I do have a confession though. When you’re sat looking at the light and dark shapes on the screen it isn’t easy to see the the true image. An expert is trained to see the real picture. Me, I just guess.
“You can see the heart beating.” says the ultrasound operator whilst Clare and I sat nodding. Then they point at a completely different part of the screen to where I was concentrating.
Like the proud would-be dad I am, I show the 12 week scan to a friend.
“What’s that?” he asked.
“Er, the nose?” I replied.
“Bloody big nose.”
“Maybe it’s an arm then.”
The truth is, an ultrasound scan is in some ways a Rorschach image. The viewer projects onto it what they think they see, not what is there.
Not just the physical development of the featus. Emotions, expectations and ideologies are all extended onto that small picture.
Some people look and see a person, waiting to join the world. A kick of the leg and they’ll be a sports star. A roll onto their side and they’ll be someone who enjoys a snooze on the sofa “just like their father.”.

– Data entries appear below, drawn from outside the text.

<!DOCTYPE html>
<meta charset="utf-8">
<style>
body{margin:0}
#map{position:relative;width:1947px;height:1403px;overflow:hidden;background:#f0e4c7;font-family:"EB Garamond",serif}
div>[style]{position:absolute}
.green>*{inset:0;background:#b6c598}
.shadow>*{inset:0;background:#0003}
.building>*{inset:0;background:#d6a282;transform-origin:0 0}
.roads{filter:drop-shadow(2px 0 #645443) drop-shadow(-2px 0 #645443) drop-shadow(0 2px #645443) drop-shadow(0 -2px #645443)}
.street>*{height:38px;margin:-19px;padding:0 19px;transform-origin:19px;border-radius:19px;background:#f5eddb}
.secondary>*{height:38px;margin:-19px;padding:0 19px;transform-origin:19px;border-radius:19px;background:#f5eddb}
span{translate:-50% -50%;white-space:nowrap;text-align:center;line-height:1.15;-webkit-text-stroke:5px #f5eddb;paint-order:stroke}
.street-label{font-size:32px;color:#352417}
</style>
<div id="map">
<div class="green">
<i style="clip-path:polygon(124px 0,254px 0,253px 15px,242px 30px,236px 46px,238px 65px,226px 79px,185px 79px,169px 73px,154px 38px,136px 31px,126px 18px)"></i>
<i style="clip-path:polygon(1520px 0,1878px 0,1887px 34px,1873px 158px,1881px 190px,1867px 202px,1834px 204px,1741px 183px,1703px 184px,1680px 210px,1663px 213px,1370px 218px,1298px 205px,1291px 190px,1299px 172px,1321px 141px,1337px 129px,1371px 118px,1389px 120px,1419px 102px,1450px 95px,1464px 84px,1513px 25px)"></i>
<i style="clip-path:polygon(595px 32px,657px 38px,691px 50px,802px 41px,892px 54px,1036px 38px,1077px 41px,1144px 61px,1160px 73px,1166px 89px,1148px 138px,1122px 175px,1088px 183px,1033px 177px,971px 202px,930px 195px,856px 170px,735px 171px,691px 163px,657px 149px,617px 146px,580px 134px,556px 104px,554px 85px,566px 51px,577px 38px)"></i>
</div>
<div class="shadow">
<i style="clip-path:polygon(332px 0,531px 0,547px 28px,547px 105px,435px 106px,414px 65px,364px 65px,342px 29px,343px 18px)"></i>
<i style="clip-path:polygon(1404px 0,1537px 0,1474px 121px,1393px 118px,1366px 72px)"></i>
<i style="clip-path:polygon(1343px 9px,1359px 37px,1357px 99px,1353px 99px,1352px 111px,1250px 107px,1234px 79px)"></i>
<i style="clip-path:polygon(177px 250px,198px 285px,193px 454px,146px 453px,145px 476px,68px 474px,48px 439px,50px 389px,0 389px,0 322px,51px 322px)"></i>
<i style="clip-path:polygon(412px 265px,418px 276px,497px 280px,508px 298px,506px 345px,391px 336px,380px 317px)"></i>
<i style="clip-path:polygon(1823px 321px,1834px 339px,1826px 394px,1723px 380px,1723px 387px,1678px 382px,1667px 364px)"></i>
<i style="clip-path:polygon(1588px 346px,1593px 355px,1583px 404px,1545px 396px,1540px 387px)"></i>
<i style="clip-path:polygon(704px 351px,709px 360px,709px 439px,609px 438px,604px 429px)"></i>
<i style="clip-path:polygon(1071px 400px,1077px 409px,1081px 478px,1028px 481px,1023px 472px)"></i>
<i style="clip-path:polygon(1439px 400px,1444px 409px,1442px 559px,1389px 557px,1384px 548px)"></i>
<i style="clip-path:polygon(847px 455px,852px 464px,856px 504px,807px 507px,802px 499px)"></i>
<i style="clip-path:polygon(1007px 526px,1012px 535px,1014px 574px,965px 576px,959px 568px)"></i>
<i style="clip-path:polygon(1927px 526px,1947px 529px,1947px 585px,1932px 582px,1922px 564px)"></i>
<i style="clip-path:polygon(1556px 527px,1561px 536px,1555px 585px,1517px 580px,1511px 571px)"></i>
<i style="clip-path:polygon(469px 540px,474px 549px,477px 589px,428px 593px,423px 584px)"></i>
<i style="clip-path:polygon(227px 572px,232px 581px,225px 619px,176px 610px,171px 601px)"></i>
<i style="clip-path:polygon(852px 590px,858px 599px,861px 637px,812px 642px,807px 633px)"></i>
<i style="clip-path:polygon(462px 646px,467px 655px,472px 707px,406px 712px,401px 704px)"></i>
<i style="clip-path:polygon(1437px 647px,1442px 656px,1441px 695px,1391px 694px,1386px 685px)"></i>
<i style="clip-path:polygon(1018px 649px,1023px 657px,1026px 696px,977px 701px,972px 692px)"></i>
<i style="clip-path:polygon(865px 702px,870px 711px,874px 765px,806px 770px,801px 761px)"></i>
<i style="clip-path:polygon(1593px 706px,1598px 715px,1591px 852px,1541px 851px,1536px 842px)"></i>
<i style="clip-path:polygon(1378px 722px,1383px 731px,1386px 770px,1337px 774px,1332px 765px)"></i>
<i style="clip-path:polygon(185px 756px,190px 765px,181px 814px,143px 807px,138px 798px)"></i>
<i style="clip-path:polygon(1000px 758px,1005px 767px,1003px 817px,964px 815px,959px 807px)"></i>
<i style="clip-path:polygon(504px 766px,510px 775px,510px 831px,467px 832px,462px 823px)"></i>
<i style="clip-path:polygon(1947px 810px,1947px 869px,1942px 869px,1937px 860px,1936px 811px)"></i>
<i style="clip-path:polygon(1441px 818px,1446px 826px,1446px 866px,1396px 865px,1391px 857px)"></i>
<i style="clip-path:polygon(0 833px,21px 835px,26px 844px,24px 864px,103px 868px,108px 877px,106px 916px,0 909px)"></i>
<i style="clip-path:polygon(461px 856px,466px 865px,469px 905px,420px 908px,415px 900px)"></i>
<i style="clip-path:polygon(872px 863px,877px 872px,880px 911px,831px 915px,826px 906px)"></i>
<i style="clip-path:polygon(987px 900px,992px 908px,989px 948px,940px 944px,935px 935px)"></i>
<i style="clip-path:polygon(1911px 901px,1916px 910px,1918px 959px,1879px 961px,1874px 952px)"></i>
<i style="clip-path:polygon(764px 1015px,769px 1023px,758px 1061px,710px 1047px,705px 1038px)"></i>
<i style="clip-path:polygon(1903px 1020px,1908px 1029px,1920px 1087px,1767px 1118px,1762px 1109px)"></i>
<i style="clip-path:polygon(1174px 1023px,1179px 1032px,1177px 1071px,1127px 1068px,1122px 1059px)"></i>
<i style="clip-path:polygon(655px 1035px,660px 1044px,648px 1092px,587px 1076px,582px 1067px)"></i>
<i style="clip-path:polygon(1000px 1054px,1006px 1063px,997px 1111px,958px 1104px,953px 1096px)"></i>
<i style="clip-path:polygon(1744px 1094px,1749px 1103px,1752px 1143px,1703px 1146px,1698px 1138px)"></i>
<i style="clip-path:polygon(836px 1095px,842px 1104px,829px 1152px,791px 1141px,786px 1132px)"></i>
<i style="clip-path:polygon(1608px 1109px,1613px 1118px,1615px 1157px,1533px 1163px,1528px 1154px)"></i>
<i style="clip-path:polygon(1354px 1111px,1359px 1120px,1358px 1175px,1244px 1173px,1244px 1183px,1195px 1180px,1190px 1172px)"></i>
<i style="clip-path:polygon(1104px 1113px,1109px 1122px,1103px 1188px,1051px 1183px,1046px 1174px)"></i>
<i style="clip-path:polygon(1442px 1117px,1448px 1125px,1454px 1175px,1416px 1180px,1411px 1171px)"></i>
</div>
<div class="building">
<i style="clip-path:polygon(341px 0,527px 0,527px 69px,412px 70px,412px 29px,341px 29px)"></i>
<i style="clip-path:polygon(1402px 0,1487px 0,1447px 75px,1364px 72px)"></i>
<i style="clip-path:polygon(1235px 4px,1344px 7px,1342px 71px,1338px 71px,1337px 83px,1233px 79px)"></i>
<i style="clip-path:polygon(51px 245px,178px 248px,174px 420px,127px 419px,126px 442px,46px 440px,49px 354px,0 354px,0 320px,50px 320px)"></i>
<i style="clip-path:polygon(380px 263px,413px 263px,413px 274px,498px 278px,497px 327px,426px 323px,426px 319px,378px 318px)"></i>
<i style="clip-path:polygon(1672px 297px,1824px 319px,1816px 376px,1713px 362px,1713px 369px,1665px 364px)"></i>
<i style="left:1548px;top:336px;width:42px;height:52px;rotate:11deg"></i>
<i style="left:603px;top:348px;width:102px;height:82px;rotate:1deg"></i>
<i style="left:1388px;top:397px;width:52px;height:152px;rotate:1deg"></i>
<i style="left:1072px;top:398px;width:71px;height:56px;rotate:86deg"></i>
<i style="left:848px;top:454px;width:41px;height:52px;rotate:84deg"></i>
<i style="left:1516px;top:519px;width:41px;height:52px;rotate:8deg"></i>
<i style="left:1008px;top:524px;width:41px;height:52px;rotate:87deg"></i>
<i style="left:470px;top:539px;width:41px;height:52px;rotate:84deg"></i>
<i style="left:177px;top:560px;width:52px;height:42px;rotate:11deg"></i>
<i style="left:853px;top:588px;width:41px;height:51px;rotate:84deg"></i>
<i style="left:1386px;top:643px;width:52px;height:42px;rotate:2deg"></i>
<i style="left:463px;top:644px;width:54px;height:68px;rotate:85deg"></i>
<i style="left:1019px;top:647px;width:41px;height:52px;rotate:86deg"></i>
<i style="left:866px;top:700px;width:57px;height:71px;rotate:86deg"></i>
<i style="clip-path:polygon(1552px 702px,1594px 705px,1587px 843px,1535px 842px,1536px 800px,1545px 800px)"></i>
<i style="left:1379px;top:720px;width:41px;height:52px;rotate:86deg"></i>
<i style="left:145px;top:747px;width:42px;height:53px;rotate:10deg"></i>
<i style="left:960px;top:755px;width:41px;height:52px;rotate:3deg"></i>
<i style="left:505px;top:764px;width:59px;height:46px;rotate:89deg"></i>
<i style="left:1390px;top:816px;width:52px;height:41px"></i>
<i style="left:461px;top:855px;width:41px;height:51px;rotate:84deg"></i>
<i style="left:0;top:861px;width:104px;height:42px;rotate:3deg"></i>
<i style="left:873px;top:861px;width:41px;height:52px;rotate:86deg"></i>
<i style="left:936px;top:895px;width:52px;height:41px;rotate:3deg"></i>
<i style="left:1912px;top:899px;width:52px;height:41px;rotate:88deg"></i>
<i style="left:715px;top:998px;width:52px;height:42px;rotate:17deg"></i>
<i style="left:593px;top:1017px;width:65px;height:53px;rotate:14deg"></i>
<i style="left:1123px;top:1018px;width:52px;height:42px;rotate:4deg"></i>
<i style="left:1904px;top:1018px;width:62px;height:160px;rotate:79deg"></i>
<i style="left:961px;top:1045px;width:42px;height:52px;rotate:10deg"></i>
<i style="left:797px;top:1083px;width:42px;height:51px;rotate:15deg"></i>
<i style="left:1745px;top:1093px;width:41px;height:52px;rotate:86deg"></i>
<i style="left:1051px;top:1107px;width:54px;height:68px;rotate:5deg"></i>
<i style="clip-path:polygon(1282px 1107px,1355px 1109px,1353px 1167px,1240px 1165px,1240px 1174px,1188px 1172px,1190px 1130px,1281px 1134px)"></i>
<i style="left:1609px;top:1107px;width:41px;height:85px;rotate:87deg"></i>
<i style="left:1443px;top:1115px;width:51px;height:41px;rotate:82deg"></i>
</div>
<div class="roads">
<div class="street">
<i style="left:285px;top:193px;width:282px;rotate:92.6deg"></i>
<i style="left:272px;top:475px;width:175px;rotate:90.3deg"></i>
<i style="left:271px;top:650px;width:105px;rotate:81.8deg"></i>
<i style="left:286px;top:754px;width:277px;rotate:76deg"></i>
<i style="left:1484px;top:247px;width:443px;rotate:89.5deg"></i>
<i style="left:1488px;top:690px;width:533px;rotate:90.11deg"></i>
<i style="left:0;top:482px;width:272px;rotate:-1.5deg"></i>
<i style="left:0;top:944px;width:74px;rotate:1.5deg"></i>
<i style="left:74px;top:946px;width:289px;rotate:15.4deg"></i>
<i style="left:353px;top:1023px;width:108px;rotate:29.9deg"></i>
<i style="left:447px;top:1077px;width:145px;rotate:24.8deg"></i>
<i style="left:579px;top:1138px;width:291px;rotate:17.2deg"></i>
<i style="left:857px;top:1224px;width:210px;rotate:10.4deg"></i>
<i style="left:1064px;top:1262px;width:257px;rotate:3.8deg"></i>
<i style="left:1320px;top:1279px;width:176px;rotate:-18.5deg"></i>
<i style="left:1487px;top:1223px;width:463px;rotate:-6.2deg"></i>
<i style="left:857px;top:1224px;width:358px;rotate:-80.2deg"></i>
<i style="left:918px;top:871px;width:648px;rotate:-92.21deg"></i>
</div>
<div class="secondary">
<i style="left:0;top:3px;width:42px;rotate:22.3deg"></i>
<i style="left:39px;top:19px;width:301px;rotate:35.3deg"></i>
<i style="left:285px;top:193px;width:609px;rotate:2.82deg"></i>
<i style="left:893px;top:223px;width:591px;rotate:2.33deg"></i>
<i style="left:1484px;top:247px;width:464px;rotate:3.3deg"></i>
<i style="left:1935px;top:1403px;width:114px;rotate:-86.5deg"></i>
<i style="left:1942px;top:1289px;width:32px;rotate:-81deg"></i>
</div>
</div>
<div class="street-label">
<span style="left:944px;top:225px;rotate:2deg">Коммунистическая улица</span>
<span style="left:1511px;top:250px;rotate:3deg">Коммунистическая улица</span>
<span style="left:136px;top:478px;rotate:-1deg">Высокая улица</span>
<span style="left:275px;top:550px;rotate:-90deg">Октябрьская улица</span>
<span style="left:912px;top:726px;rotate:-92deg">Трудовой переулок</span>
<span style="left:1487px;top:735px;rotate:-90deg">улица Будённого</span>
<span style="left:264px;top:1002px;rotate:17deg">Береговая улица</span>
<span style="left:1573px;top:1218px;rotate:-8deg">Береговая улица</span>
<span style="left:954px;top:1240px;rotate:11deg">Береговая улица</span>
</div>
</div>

Some don’t see that They may see something with the potential to be a person, or they may see nothing at all. Just patterns of light and dark.
I’m not here to judge what people see. For the record, I’m for a woman’s right to choose what happens to her body. I just find it interesting how the same image can be viewed in different ways, and how much of our own outlook we project.
A baby scan tells us much about the development happing in the womb. It tells us just as much about the people observing.